丸山ワクチンが認可されないことについては、丸山博士が癌学会からは傍流の領域なので不当な扱いを受けていという思いがあります。確かに大きい学会のボスの筋からは厚生省のバリヤーも不当に低いことはあり得ることです。しかし、こういう菌体成分由来の免疫強化剤が癌治療に保健薬として認可されている国はそもそも稀です。多分、我が国だけでしょう。むしろ、前記の3種類の治療薬を認可したこと自体が「怪しい話」なのです。実際、医療費の莫大な浪費を引き起こしてしまったのです。どれもダメというのが正解だったと思います。EBM(証拠に基づく医療)の観点から見直す必要があります。➜(注)なお、EBMということも、一時「お墨付き」のようなトレンドでしたが、主導者が主張するほどは「怪しいところがない」とは言い切れないと私は感じていました。どうも最近は、そういう反省期的な流れも出てきているようです。

 なかでも、クレスチンはあらゆる分類の全ての薬剤の中で売り上げ日本一を続けた大ヒット商品でしたが、裏を返せば犯罪的状況といえるかもしれません。そういう状況になった理由の一つは、現場の医師が診療をスムーズにこなすために安易に処方したからですが、そもそも薬価が高過ぎる。丸山ワクチンも含めて大方そうなのですが、寿命を延長し得るという客観的な証拠がはっきりしないと、「自覚症状などが良くなった」との曖昧な存在意義を主張し出します。百歩譲って、その程度なら薬価はべらぼうな値を付けるべきではありません。
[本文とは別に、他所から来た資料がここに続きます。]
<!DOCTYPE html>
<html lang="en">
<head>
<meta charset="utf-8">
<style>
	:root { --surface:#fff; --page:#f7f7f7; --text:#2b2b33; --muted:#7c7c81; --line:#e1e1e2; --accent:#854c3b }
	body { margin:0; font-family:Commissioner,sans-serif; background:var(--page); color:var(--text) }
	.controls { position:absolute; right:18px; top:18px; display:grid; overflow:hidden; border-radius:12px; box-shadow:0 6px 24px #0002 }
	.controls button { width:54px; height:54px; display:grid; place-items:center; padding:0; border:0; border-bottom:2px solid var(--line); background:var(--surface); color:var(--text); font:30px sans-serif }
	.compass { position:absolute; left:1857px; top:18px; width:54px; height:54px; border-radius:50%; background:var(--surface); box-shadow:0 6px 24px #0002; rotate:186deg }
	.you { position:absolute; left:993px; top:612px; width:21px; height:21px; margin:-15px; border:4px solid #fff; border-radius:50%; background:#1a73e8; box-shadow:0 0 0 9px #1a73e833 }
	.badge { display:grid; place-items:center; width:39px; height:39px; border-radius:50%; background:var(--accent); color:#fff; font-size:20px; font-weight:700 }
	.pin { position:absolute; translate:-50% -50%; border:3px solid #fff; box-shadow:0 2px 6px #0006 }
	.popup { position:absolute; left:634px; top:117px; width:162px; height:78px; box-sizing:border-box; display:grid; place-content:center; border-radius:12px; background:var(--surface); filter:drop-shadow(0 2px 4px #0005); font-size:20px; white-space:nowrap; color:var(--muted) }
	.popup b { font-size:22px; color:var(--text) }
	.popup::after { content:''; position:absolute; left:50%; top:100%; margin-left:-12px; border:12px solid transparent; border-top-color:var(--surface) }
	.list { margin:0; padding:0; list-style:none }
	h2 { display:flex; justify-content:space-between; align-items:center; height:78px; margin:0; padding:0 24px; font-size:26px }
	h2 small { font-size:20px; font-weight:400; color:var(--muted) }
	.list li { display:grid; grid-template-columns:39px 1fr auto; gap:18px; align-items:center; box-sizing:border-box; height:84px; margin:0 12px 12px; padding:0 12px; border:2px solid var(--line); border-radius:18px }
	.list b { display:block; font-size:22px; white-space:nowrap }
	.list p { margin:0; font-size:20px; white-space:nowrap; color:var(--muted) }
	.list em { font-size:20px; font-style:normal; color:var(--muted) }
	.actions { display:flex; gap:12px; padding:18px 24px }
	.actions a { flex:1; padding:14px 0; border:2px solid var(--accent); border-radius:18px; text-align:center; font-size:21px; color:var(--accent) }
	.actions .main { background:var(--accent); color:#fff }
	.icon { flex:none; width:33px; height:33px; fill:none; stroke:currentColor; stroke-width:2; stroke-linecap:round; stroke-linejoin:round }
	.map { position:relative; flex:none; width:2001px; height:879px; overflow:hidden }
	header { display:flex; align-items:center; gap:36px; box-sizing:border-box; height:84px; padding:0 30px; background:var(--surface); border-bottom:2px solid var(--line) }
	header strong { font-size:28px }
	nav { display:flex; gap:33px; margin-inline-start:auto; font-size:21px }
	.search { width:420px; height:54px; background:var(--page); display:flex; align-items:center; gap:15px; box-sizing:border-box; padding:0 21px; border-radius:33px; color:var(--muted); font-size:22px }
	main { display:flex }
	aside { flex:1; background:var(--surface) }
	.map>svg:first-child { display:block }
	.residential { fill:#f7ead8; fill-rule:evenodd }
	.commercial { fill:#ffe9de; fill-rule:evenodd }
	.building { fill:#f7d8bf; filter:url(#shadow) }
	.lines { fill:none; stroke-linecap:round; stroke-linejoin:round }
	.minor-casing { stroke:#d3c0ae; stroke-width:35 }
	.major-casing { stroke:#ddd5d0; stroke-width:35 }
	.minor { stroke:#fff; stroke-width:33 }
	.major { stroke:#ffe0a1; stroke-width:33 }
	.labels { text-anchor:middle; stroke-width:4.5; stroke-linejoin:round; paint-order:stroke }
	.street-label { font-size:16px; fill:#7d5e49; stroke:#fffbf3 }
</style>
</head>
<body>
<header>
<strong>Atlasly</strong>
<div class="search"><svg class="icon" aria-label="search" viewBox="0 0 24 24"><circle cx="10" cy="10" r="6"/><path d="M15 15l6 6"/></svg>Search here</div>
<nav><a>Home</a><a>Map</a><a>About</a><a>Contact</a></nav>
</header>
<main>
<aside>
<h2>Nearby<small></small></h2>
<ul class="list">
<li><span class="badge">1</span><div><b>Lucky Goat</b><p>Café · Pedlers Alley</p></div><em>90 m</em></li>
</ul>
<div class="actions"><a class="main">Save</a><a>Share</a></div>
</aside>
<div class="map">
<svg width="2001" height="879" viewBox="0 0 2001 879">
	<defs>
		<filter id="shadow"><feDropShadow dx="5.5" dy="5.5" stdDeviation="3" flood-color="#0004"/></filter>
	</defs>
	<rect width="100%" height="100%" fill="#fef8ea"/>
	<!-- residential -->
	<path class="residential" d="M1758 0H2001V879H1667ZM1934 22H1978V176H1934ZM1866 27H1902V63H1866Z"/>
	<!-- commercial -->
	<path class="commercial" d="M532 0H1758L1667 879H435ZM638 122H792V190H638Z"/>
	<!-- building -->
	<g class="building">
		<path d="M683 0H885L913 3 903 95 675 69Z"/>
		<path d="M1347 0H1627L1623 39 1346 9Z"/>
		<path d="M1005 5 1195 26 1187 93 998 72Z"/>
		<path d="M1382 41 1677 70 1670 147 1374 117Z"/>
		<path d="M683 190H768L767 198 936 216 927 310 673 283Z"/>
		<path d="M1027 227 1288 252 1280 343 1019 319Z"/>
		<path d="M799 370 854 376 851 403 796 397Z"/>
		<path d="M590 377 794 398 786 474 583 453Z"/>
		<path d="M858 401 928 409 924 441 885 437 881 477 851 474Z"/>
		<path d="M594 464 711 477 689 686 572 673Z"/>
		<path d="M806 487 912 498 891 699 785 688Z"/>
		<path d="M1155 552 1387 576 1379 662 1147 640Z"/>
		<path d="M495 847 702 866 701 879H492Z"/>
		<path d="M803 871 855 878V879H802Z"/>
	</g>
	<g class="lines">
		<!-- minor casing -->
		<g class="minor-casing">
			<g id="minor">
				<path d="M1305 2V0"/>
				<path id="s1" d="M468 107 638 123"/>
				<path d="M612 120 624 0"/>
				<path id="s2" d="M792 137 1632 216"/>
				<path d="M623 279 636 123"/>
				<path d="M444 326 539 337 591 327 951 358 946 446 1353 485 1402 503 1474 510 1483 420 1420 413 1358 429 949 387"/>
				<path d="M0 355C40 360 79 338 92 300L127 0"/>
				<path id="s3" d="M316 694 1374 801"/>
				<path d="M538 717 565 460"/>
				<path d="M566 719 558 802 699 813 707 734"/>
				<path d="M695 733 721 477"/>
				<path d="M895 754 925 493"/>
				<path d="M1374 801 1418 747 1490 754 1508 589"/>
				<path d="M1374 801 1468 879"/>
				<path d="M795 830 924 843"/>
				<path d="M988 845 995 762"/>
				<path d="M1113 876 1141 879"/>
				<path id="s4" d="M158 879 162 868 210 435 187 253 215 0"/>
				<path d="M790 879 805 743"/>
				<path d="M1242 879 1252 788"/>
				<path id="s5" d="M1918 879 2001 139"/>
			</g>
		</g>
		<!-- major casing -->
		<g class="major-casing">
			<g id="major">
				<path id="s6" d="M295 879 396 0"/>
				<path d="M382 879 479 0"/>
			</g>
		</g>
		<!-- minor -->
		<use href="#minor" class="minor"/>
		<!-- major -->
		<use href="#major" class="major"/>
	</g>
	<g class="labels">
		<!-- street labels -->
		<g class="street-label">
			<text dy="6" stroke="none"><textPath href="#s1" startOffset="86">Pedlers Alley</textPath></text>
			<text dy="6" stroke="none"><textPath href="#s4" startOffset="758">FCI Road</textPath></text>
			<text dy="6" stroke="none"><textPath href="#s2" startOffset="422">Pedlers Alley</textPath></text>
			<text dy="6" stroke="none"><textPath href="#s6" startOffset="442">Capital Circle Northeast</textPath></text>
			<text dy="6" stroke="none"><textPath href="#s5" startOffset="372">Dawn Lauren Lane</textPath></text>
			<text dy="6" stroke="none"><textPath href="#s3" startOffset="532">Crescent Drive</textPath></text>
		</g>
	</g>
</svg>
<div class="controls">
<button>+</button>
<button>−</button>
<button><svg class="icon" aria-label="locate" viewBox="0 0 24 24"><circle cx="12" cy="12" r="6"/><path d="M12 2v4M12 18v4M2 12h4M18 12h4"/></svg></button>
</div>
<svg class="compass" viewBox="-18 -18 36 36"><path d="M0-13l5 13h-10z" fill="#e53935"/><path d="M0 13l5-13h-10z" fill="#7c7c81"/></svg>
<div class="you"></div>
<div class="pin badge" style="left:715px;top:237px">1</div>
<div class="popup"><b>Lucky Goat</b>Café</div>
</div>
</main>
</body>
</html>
私が主治医であった患者さんにおいてもそうでしたが、丸山ワチンを希望により使用する場合は、抗癌剤が使用されていたり、既に状態が末期という方が多く、悪い治療条件の方が多いのです。いずれにしても、何らかの効果があった症例の経験や伝聞に直接出くわしたことは、私にはありません。丸山ワクチンの発表から既に40年は経っていると思います。たとえ学会から理不尽な扱いを受け続けていても、少なからずの症例に有意に治療効果があるのなら、この情報化時代に隠しおおせるものではありません、流石にその真価を認めざるを得ないと思います。現場の主治医は、効果があると期待するものがあれば必ず飛び付きます。
一般の方の大いなる誤解に学閥云々があります。自分の診療での治療効果が良くなるのなら学閥も関係ありません。そもそも、自分が属する学閥の開発した治療法などほとんど無いに等しいものです。大方は、良きにせよ悪きにせよフロンティア精神旺盛の米国などの外国からの輸入なのですから。


癌というのは予測の付かない経過になる場合があります。手術で取り残しているはずだから、早晩再発するだろうと思った症例で、治ってしまった場合もありました。稀ですけど。丸山ワクチンは確かに何らかの条件の場合に著効があるのかも知れません。しかし、現在、その条件を明らかに出来ないのであれば、日本中の多くの患者さんや家族に途方もなく過度の期待を抱かせるのは善くはないと思います。こういうことは、他の治療法についても同じことが言えると思います。